Check each line of the material for the string "what", then give only how many lines have it.

==================================================

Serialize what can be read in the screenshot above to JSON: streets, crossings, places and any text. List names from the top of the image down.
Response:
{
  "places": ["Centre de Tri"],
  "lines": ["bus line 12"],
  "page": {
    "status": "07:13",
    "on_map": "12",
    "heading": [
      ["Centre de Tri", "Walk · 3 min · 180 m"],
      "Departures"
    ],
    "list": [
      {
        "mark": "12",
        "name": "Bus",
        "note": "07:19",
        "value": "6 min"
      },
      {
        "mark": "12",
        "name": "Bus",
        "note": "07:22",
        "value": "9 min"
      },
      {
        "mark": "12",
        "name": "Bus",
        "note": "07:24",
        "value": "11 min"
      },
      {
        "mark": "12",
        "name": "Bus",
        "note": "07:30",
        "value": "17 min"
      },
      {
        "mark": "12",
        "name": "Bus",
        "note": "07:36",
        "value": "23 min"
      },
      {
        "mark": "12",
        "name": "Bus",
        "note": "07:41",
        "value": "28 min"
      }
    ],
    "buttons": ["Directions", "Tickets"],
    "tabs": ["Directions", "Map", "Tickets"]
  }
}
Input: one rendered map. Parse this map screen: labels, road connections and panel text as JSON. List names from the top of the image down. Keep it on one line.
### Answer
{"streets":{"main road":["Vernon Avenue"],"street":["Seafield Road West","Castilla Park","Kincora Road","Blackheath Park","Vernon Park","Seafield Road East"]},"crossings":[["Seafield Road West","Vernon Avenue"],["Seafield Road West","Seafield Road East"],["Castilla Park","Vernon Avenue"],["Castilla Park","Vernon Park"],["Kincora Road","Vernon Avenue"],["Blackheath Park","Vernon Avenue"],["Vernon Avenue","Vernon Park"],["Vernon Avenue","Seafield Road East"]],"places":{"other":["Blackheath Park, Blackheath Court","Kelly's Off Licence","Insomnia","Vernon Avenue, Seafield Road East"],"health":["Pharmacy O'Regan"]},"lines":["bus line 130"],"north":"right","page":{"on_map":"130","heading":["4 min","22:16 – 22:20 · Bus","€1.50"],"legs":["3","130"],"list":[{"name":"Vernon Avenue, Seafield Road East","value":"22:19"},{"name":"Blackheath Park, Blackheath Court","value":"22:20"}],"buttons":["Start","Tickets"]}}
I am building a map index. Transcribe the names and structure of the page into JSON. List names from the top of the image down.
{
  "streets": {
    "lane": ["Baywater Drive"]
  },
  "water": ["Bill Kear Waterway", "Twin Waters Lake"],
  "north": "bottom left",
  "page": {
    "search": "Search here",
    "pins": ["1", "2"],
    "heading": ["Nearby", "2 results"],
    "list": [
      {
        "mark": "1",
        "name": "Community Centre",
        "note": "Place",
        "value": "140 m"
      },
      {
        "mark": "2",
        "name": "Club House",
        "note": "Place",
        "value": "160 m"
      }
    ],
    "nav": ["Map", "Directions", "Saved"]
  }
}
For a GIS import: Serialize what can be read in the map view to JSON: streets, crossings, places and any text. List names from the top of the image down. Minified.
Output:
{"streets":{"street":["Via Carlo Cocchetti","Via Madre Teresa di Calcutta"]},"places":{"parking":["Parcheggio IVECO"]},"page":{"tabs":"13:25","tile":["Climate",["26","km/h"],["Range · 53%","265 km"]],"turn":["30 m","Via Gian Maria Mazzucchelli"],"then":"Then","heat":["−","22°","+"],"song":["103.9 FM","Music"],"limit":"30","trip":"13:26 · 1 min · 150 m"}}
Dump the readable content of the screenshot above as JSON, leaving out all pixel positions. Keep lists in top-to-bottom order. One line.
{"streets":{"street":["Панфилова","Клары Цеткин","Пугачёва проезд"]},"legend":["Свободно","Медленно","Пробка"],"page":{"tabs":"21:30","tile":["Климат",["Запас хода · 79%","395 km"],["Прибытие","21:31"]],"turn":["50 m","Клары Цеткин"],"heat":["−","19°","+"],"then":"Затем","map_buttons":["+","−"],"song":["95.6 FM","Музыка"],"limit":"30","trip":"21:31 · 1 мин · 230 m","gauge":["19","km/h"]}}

==================================================

## Solution to this problem
2